In the entries below, find every line with the string "strong" and copy it.

Saved entries
****************
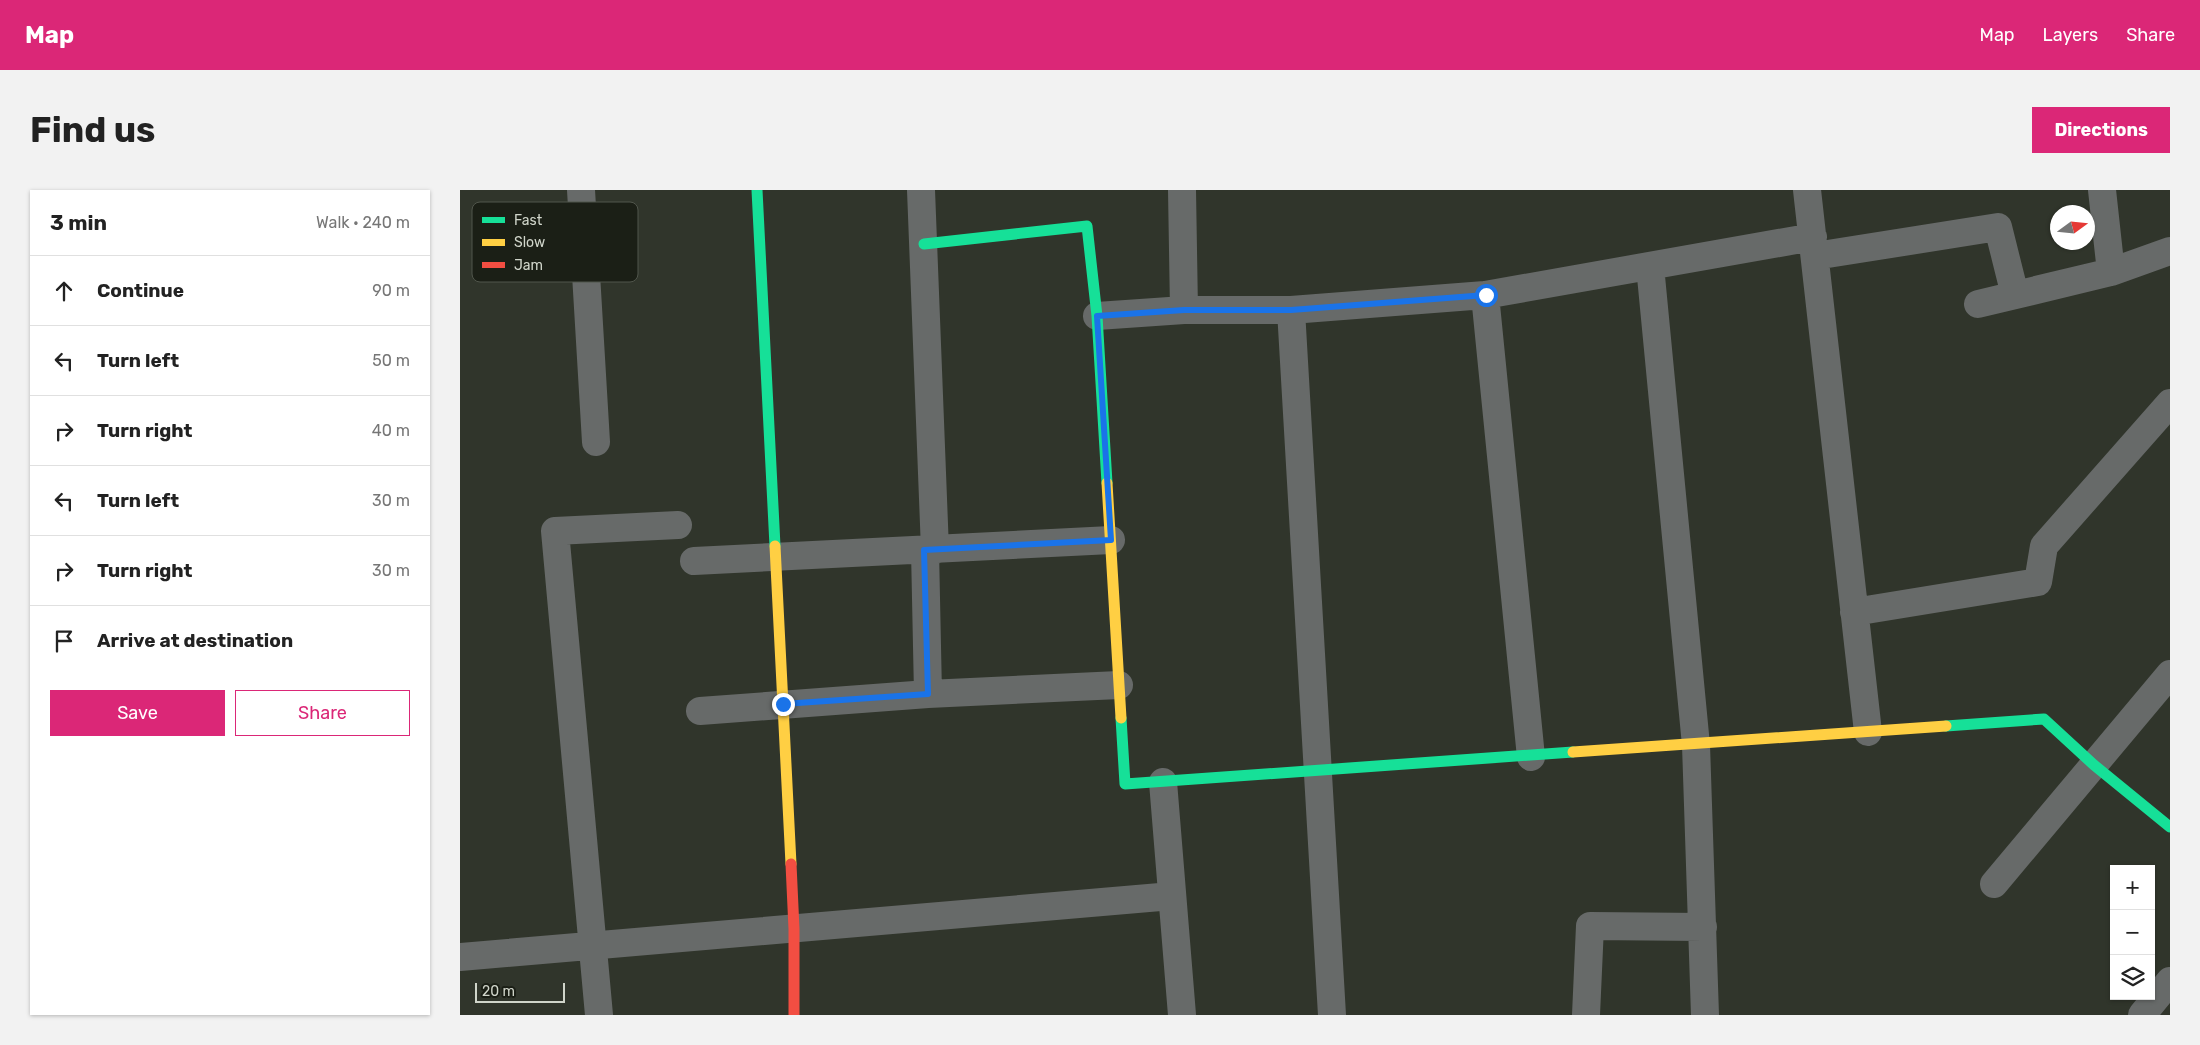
<!DOCTYPE html>
<html lang="en">
<head>
<meta charset="utf-8">
<style>
	:root { --surface:#fff; --page:#f2f2f2; --text:#222; --muted:#767676; --line:#e0e0e0; --accent:#db2777 }
	body { margin:0; font-family:Rubik,sans-serif; background:var(--page); color:var(--text) }
	.controls { position:absolute; right:15px; bottom:15px; display:grid; overflow:hidden; border-radius:0px; box-shadow:0 1px 4px #0004 }
	.controls button { width:45px; height:45px; display:grid; place-items:center; padding:0; border:0; border-bottom:1px solid var(--line); background:var(--surface); color:var(--text); font:25px sans-serif }
	.compass { position:absolute; left:1590px; top:15px; width:45px; height:45px; border-radius:50%; background:var(--surface); box-shadow:0 1px 4px #0004; rotate:75deg }
	.scale { position:absolute; left:15px; bottom:12px; width:90px; box-sizing:border-box; padding-left:5px; border:2px solid #d0d5ca; border-top:0; font-size:14px; line-height:18px; white-space:nowrap; color:#d0d5ca; -webkit-text-stroke:4px #1b1f16; paint-order:stroke }
	.stop { position:absolute; width:15px; height:15px; margin:-11px; border:4px solid #1a73e8; border-radius:50%; background:#fff }
	.stop.end { background:#1a73e8; border-color:#fff; box-shadow:0 1px 5px #0008 }
	.list { margin:0; padding:0; list-style:none }
	h2 { display:flex; justify-content:space-between; align-items:center; height:65px; margin:0; padding:0 20px; font-size:21px }
	h2 small { font-size:16px; font-weight:400; color:var(--muted) }
	.list li { display:grid; grid-template-columns:32px 1fr auto; gap:15px; align-items:center; box-sizing:border-box; height:70px; padding:0 20px; border-top:1px solid var(--line) }
	.list b { display:block; font-size:19px; white-space:nowrap }
	.list em { font-size:16px; font-style:normal; color:var(--muted) }
	.actions { display:flex; gap:10px; padding:15px 20px }
	.actions a { flex:1; padding:11px 0; border:1px solid var(--accent); border-radius:0px; text-align:center; font-size:18px; color:var(--accent) }
	.actions .main { background:var(--accent); color:#fff }
	.icon { flex:none; width:28px; height:28px; fill:none; stroke:currentColor; stroke-width:2; stroke-linecap:round; stroke-linejoin:round }
	.map { position:relative; flex:none; width:1710px; height:825px; overflow:hidden; border-radius:0px }
	header { display:flex; align-items:center; gap:30px; box-sizing:border-box; height:70px; padding:0 25px; background:var(--accent); color:#fff }
	header strong { font-size:24px }
	nav { display:flex; gap:28px; margin-inline-start:auto; font-size:18px }
	.intro { display:flex; align-items:center; justify-content:space-between; box-sizing:border-box; height:120px; padding:0 30px }
	h1 { margin:0; font-size:35px }
	.button { padding:12px 22px; border-radius:0px; background:var(--accent); color:#fff; font-size:18px; font-weight:700 }
	main { display:flex; gap:30px; padding:0 30px }
	aside { flex:1; background:var(--surface); border-radius:0px; box-shadow:0 1px 4px #0004 }
	.map>svg:first-child { display:block }
</style>
</head>
<body>
<header>
<strong>Map</strong>
<nav><a>Map</a><a>Layers</a><a>Share</a></nav>
</header>
<div class="intro"><h1>Find us</h1><a class="button">Directions</a></div>
<main>
<aside>
<h2>3 min<small>Walk · 240 m</small></h2>
<ul class="list">
<li><svg class="icon" aria-label="ahead" viewBox="0 0 24 24"><path d="M12 20V5M6 11l6-6 6 6"/></svg><div><b>Continue</b></div><em>90 m</em></li>
<li><svg class="icon" aria-label="left" viewBox="0 0 24 24"><path d="M17 20v-9H6M10 6l-5 5 5 5"/></svg><div><b>Turn left</b></div><em>50 m</em></li>
<li><svg class="icon" aria-label="right" viewBox="0 0 24 24"><path d="M7 20v-9h11M14 6l5 5-5 5"/></svg><div><b>Turn right</b></div><em>40 m</em></li>
<li><svg class="icon" aria-label="left" viewBox="0 0 24 24"><path d="M17 20v-9H6M10 6l-5 5 5 5"/></svg><div><b>Turn left</b></div><em>30 m</em></li>
<li><svg class="icon" aria-label="right" viewBox="0 0 24 24"><path d="M7 20v-9h11M14 6l5 5-5 5"/></svg><div><b>Turn right</b></div><em>30 m</em></li>
<li><svg class="icon" aria-label="arrive" viewBox="0 0 24 24"><path d="M6 21V4h12l-3 4 3 4H6"/></svg><div><b>Arrive at destination</b></div></li>
</ul>
<div class="actions"><a class="main">Save</a><a>Share</a></div>
</aside>
<div class="map">
<svg width="1710" height="825" viewBox="0 0 1710 825">
	<rect width="100%" height="100%" fill="#30352b"/>
	<g fill="none" stroke-linecap="round" stroke-linejoin="round">
		<path stroke="#676a69" stroke-width="28" d="M121 0 136 252
			M461 0 475 360
			M722 0 724 120
			M1347 0 1408 542
			M1642 0 1651 82
			M1355 66 1538 37 1555 105
			M1190 76 1236 555 1245 825
			M1025 105 1071 567
			M1518 114 1651 82 1710 61
			M831 120 872 825
			M637 126 724 120H831L1025 105 1353 47
			M465 360 468 504
			M234 371 651 350
			M1394 422 1578 392 1584 356 1710 213
			M240 521 468 504 659 495
			M703 592 722 825
			M1534 694 1710 484
			M0 767 712 706
			M139 825 95 341 218 335
			M1126 825 1130 736 1243 737
			M1682 825 1710 791"/>
		<path stroke="#16e098" stroke-width="11" d="M297 0 315 356
			M464 54 627 36 637 126 647 293
			M661 528 665 594 1113 562
			M1486 536 1584 529 1634 575 1710 637"/>
		<path stroke="#ffcf43" stroke-width="11" d="M647 293 661 528
			M315 356 331 674
			M1113 562 1486 536"/>
		<path stroke="#f24e42" stroke-width="11" d="M331 674 334 739V825"/>
	</g>
	<g fill="none" stroke-linecap="round" stroke-linejoin="round">
		<path stroke="#1a73e8" stroke-width="6" d="M323 514 468 504 464 360 651 350 637 126 724 120H831L1026 105"/>
	</g>
	<rect x="12" y="12" width="166" height="80" rx="8" fill="#1b1f16" stroke="#51564c" stroke-width="1"/>
	<rect x="22" y="27" width="23" height="6" fill="#16e098"/>
	<rect x="22" y="49" width="23" height="7" fill="#ffcf43"/>
	<rect x="22" y="72" width="23" height="6" fill="#f24e42"/>
	<g font-size="14" fill="#d0d5ca">
		<text x="54" y="35">Fast</text>
		<text x="54" y="57">Slow</text>
		<text x="54" y="80">Jam</text>
	</g>
</svg>
<div class="controls">
<button>+</button>
<button>−</button>
<button><svg class="icon" aria-label="layers" viewBox="0 0 24 24"><path d="M12 4l9 5-9 5-9-5zM3 14l9 5 9-5"/></svg></button>
</div>
<svg class="compass" viewBox="-18 -18 36 36"><path d="M0-13l5 13h-10z" fill="#e53935"/><path d="M0 13l5-13h-10z" fill="#767676"/></svg>
<div class="scale">20 m</div>
<div class="stop" style="left:1026px;top:105px"></div>
<div class="stop end" style="left:323px;top:514px"></div>
</div>
</main>
</body>
</html>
****************
** Exercise answer **
	header strong { font-size:24px }
<strong>Map</strong>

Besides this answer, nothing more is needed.